Twin Cities wellness coach Amy Mattila likes to say that "your habits make your life."
We'll put that to the test this week. For our Snooze Goal we're going to focus on "sleep hygiene," a set of prescribed habits that help us sleep well. We'll also look at the science behind these seemingly simple habits.
Over the next seven nights, try at least one of these recommendations from local sleep experts. Your sleep diary will give you clues about which ones might make the most difference for you, so take it out to pinpoint your interruptions and issues.
Keep it dark: When our eyes are exposed to light, it stimulates a nerve pathway to parts of the brain that control hormones, body temperature and other functions that impact how awake we feel. Darkness is key to regulating our biological clocks.
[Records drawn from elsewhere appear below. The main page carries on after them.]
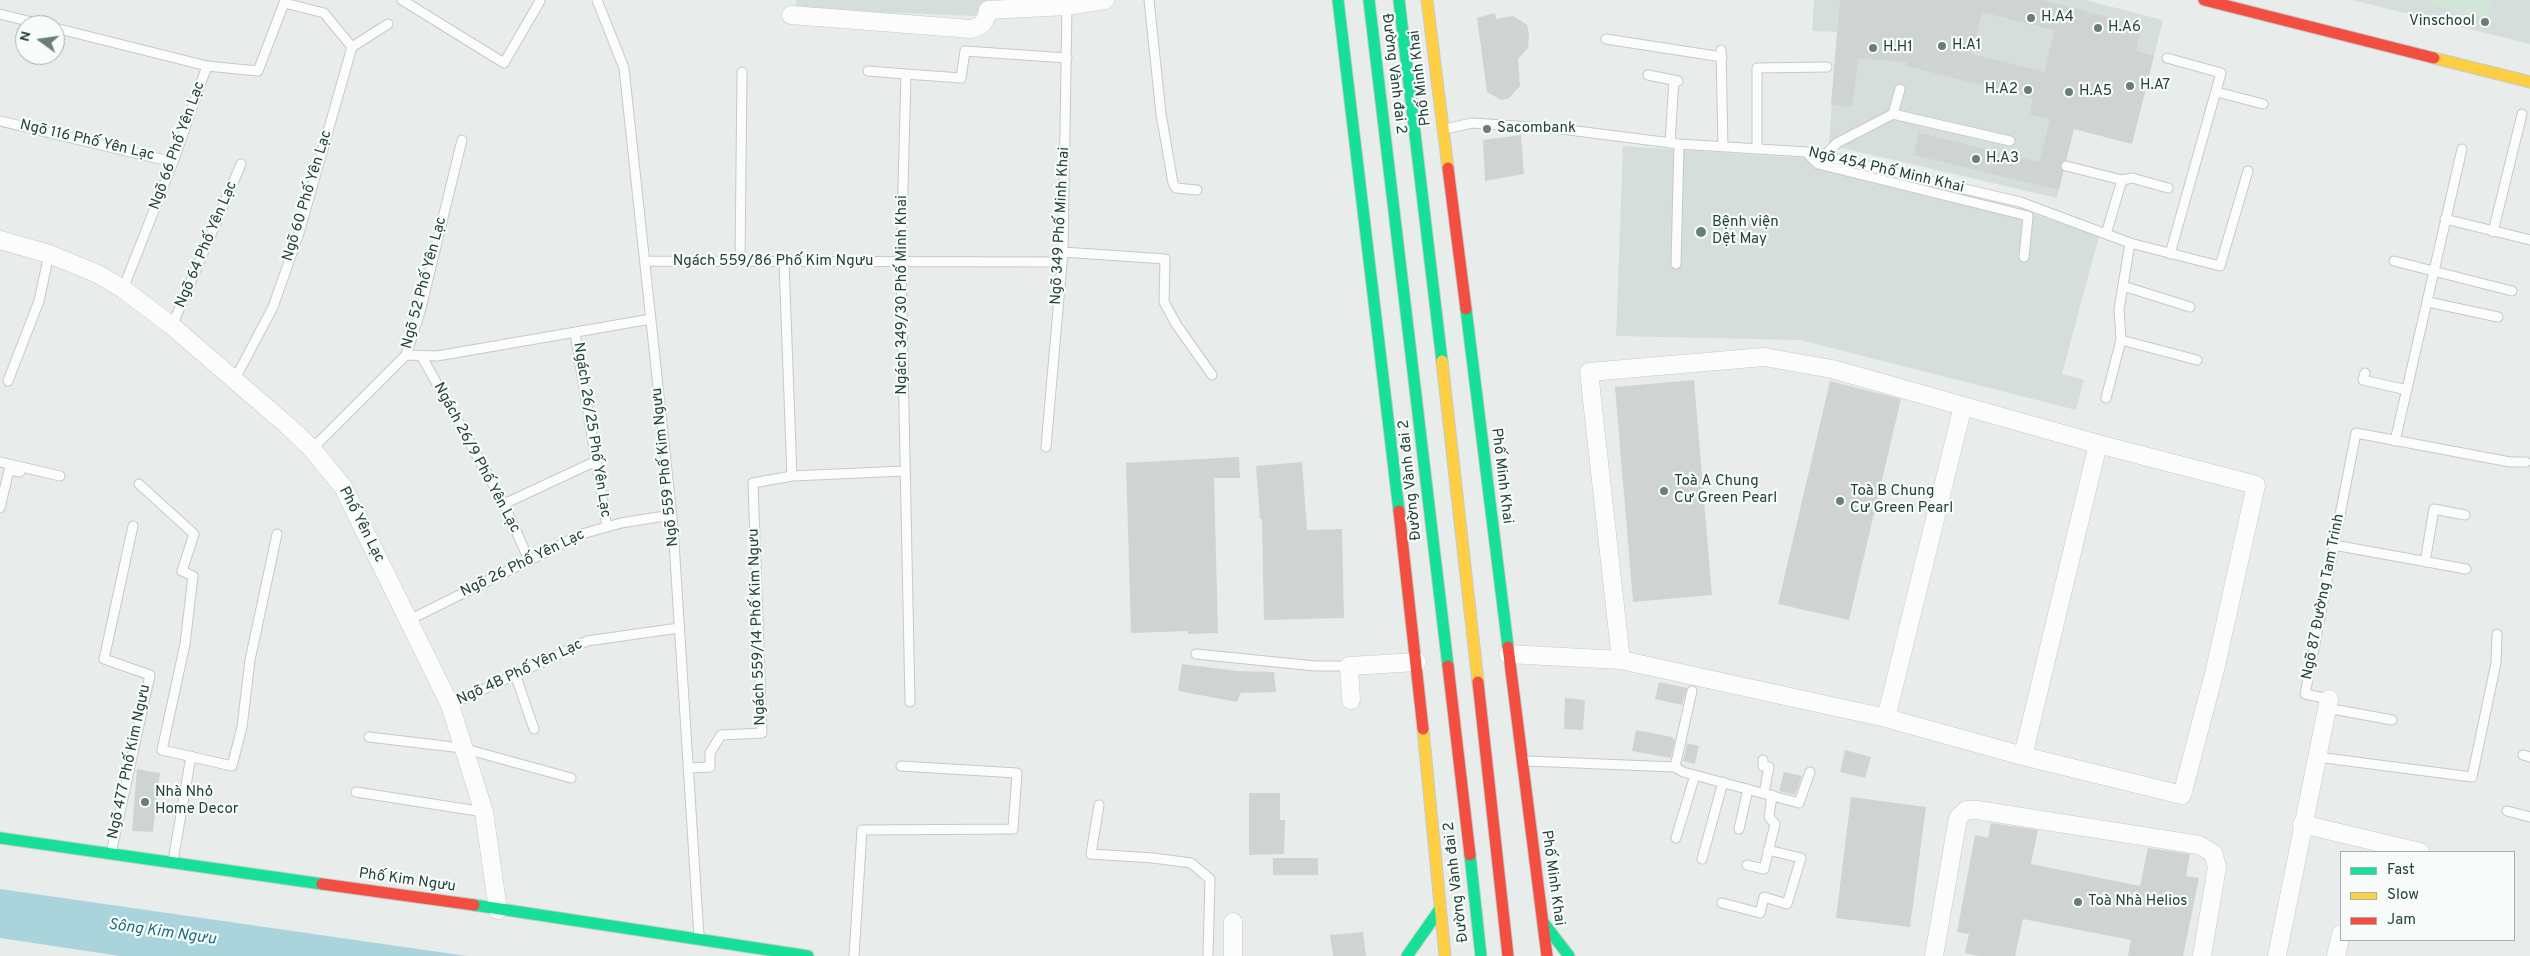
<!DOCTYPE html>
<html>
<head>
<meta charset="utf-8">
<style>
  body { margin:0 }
  #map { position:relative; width:2530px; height:956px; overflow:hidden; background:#e8edeb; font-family:Overpass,sans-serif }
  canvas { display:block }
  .legend { position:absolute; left:2340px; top:851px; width:175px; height:90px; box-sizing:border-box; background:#f7fbf9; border:1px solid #a3b1ad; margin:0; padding:6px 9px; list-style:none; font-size:15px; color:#24423a }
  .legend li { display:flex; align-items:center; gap:10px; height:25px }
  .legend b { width:25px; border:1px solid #a3b1ad }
  .north { position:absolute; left:15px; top:15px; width:50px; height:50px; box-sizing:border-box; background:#f7fbf9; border:1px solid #a3b1ad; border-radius:50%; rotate:284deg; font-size:14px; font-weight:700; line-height:20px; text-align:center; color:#24423a }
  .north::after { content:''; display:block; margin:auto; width:18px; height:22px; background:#697e78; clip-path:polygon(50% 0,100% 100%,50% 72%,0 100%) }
</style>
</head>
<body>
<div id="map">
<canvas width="2530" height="956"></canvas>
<ul class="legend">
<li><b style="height:6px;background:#16e098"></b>Fast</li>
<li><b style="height:6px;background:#ffcf43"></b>Slow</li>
<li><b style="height:6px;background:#f24e42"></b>Jam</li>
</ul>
<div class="north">N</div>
</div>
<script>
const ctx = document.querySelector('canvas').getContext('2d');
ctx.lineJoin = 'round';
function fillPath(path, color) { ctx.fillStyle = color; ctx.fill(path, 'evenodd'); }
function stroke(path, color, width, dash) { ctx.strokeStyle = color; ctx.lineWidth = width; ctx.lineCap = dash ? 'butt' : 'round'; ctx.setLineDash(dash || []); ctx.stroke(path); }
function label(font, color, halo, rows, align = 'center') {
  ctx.font = font + ' Overpass,sans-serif'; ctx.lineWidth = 4.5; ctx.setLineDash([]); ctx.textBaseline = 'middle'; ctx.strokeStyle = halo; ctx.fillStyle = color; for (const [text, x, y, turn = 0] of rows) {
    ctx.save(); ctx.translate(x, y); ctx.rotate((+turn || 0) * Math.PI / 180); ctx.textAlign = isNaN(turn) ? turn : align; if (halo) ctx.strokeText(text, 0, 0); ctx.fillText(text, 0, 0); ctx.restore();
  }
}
fillPath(new Path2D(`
  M796,0H987L975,16L796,9Z
  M1814,0H2085L2163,20L2132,144L2079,108L2057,198L1829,145L1837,32L1812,31Z
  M2352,0H2530V44Z
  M1623,146L1819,159L2016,208L2099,236L2062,374L2084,380L2076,410L1800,340L1616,336Z`), '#d6dedb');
fillPath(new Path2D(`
  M2431,0H2492L2488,18L2430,4Z`), '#d1e6d8');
fillPath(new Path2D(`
  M0,889L467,956H120L0,938Z`), '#a9d4db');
fillPath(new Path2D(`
  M1840,0H2042L2142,26L2136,51L2154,56L2132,144L2074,129L2066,160L2060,165L2063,172L2059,190L1913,155L1919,133L2039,162L2050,119L2030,114L2033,98L1906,66L1907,62L1858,58L1852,107L1831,105ZM1982,12L2054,30L2045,72L1971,54Z
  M1495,13L1496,19L1513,16L1520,20L1527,25L1529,33L1528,48L1518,59L1520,86L1509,98L1501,100L1487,92L1477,18Z
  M1521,135L1524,174L1485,181L1483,140Z
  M1694,380L1712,595L1633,602L1615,387Z
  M1830,381L1901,399L1849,620L1778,604Z
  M1239,457L1240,478H1214L1218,633L1188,634V631L1131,633L1126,463Z
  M1302,462L1307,530L1342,529L1344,618L1264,620L1262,519H1260L1256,466Z
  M1182,664L1237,671L1274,672L1276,692L1241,693L1237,702L1178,691Z
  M1659,682L1687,688L1682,705L1655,699Z
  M1565,698L1585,700L1583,730L1564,729Z
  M1636,730L1672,737L1675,740L1671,758L1632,751Z
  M1687,743L1699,746L1695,764L1683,761Z
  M1845,750L1871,757L1865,778L1840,772Z
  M137,769L160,773L153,832L132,831Z
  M1784,772L1802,776L1795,795L1779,791Z
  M1249,793H1280V820H1285L1284,854L1249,855Z
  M1851,797L1926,807L1910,927L1836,918Z
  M1991,823L2038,830L2031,864L2140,886L2148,848L2190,854L2186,876L2199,878L2183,956H2128L2131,940L2023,919L2015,956H1979L1965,953L1969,934L1957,932L1975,835L1988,838Z
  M1273,858H1318V875H1273Z
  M1363,932L1366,956H1333L1330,935Z`), '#cfd4d2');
const lane = new Path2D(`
  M402,0L504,63L540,1
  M597,0L624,68L673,527L699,936
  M1149,0L1161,114L1173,183L1176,188L1197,190
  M0,14L44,25
  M55,28L207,66L258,71L284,3L324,13L352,47
  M1606,39L1722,57
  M1721,50L1723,147
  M2167,58L2221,73L2170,254
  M868,71L906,74
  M1648,75L1678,81
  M2217,92L2263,104
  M1893,114L2010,141
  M0,121L173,162
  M1445,129L1472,123L1561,129L1679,144L1807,152L2020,202L2130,243L2220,266L2248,171
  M1670,143L1674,80
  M1757,149V68L1827,67
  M1807,153L1818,164L2028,216L2024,257
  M1824,156L1837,143L1893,114L1900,89
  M2066,166L2122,180
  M2445,219L2530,240
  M2493,232L2522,114
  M2106,234L2122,180L2132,178L2168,188
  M1063,252L1165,259L1164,302L1176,324L1212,375
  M645,261L1062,262
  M2394,261L2512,291
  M740,262L742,72
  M784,262L792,476
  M1676,264L1679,144
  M2123,286L2190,307
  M123,289L173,162L207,66
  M2428,302L2498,317
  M172,326L241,164
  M575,333L607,527
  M2121,340L2197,360
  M406,355L437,356L651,319
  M422,357L504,504L529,560
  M2365,373L2363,380L2407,390
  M235,379L273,307L299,233L352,47L388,24
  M8,381L39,301L49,254
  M2106,398L2121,340L2119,309L2130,243
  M2395,441L2462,149
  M1046,447L1063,252L1067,6
  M312,449L406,355L420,312L462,140
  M0,462L60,476
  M139,484L194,534L182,571L193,576L185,644L162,750L232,766L242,727L250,660L277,534
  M504,504L596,461
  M0,508L9,470L20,472
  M2334,545L2466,569
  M2425,562L2434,509L2465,515
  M409,620L582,534L621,523L671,515
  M1196,654L1315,666H1349
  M515,674L534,729
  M2329,699L2305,694L2356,433L2510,462H2526
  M910,702L901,263L906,74L961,78L965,51L1067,58
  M450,705L587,641L679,628
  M2327,708L2392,720
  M369,737L462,748L571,778
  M2523,755L2530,757
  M2317,757L2472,777L2496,663L2497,634
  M1763,760V766L1769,767L1764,793
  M1527,761L1675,767L1683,772L1799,803L1810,772
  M1675,767L1692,691
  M688,768L710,767V753L721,735L762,733L753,483L792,476L905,471
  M356,792L484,812
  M1099,805L1091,854L1153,858L1191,863L1210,879L1208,956
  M2507,811L2530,817
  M1739,829L1748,789
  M1676,838L1695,775
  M111,853L150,675L104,659L133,526
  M1702,859L1723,782
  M173,861L191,756
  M1747,865L1764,869L1775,824L1769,817L1772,795
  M1722,903L1760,913L1764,897L1787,904L1801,858L1768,850
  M854,956L862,830L1013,829L1017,773L901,766`);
const street = new Path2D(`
  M791,15L971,29C983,26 986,21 988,10L1067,6L1105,0
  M0,240L49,254L98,274L123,289L172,326L288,426L312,449L343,487L450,705L484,812L498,910
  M1508,654L1621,660L1886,718L2023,756L2182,795L2215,670L2256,485L2098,444L1832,369L1764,357L1589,372L1621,660
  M1351,700L1349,666L1417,662
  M1886,718L1963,406
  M2023,756L2098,444
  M2302,824L2420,852
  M1233,922V956
  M1934,956L1958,818L1966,810H1977L2199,845L2213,853L2217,867L2202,956
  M2277,956L2329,699
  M2336,956L2341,934`);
const fast = new Path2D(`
  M1338,0L1399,511
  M1369,0L1448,666
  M1399,0L1442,361
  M1466,309L1508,647
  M0,838L322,884
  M1470,855L1481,956
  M474,905L808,956
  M1543,922L1569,956
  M1407,956L1440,909`);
const slow = new Path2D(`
  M1427,0L1448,168
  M2434,58L2530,82
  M1442,361L1478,682
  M1423,729L1445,956`);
const jam = new Path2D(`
  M2204,0L2434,58
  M1448,168L1466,309
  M1399,511L1423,729
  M1508,647L1547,956
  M1448,666L1470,855
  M1478,682L1508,956
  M322,884L474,905`);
stroke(lane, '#c5cac8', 11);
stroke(street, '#c5cac8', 19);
stroke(fast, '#c3cbc8', 13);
stroke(slow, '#c3cbc8', 13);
stroke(jam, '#c3cbc8', 13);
stroke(lane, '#fcfcfc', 9);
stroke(street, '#fcfcfc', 18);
stroke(fast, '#16e098', 11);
stroke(slow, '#ffcf43', 11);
stroke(jam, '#f24e42', 11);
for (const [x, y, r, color] of [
  [2031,18,5,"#697e78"],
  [2485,22,5,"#697e78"],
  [2098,28,5,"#697e78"],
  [1942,46,5,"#697e78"],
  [1873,48,5,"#697e78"],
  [2130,86,5,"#697e78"],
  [2028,90,5,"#697e78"],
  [2069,92,5,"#697e78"],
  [1487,129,5,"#697e78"],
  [1976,159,5,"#697e78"],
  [1701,232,6,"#697e78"],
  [1664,491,5,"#697e78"],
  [1840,501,5,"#697e78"],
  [145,802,5,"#697e78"],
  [2078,902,5,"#697e78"]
]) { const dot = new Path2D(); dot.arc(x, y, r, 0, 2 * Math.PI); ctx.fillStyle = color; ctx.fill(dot); stroke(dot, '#f7fbf9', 2); }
label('15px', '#24423a', '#f7fbf9', [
  ["H.A4",2041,18],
  ["Vinschool",2475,22,"right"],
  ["H.A6",2108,28],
  ["H.A1",1952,46],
  ["H.H1",1883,48],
  ["H.A7",2140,86],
  ["H.A2",2018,90,"right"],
  ["H.A5",2079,92],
  ["Sacombank",1497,129],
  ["H.A3",1986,159],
  ["Bệnh viện",1712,223],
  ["Dệt May",1712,240],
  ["Toà A Chung",1674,482],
  ["Cư Green Pearl",1674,499],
  ["Toà B Chung",1850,492],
  ["Cư Green Pearl",1850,509],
  ["Nhà Nhỏ",155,793],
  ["Home Decor",155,810],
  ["Toà Nhà Helios",2088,902]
], 'left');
label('15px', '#24423a', '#f7fbf9', [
  ["Đường Vành đai 2",1393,74,83],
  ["Phố Minh Khai",1421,78,-97],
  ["Ngõ 116 Phố Yên Lạc",87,141,13],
  ["Ngõ 66 Phố Yên Lạc",178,146,-70],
  ["Ngõ 454 Phố Minh Khai",1886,171,13],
  ["Ngõ 60 Phố Yên Lạc",308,196,-73],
  ["Ngõ 349 Phố Minh Khai",1061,226,-87],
  ["Ngõ 64 Phố Yên Lạc",207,245,-67],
  ["Ngách 559/86 Phố Kim Ngưu",773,262],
  ["Ngõ 52 Phố Yên Lạc",425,283,-75],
  ["Ngách 349/30 Phố Minh Khai",903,295,-90],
  ["Ngách 26/25 Phố Yên Lạc",591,430,81],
  ["Ngách 26/9 Phố Yên Lạc",476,458,62],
  ["Ngõ 559 Phố Kim Ngưu",666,467,-96],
  ["Phố Minh Khai",1501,476,83],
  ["Đường Vành đai 2",1411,480,-96],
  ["Phố Yên Lạc",361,525,63],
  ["Ngõ 26 Phố Yên Lạc",523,564,-26],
  ["Ngõ 87 Đường Tam Trinh",2324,597,-79],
  ["Ngách 559/14 Phố Kim Ngưu",758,627,-92],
  ["Ngõ 4B Phố Yên Lạc",520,673,-25],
  ["Ngõ 477 Phố Kim Ngưu",130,762,-78],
  ["Phố Minh Khai",1552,878,82],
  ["Phố Kim Ngưu",407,881,8],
  ["Đường Vành đai 2",1457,882,-97]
]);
label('italic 16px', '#1c6f80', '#f7fbf9', [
  ["Sông Kim Ngưu",162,933,8]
]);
</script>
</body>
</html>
It tells our body that it's time for bed, and if we wake in the middle of the night, it signals that it's still time for sleep.
• Dim overhead lights or switch to softer lamplight in the hours before bedtime.
• Prepare a dark bedroom, with blackout curtains that block moonlight or shining street lamps.
• Keep digital devices or clocks more than an arm's length away so that you aren't tempted to look at them when you wake in the middle of the night to check the time and start calculating how much time you have left to sleep. That's what Sleep Health Specialists' Sarah Moe calls "panic math."
• Don't give into the temptation to check the time if you wake in the night, said Moe. Just relax and try not to engage your brain.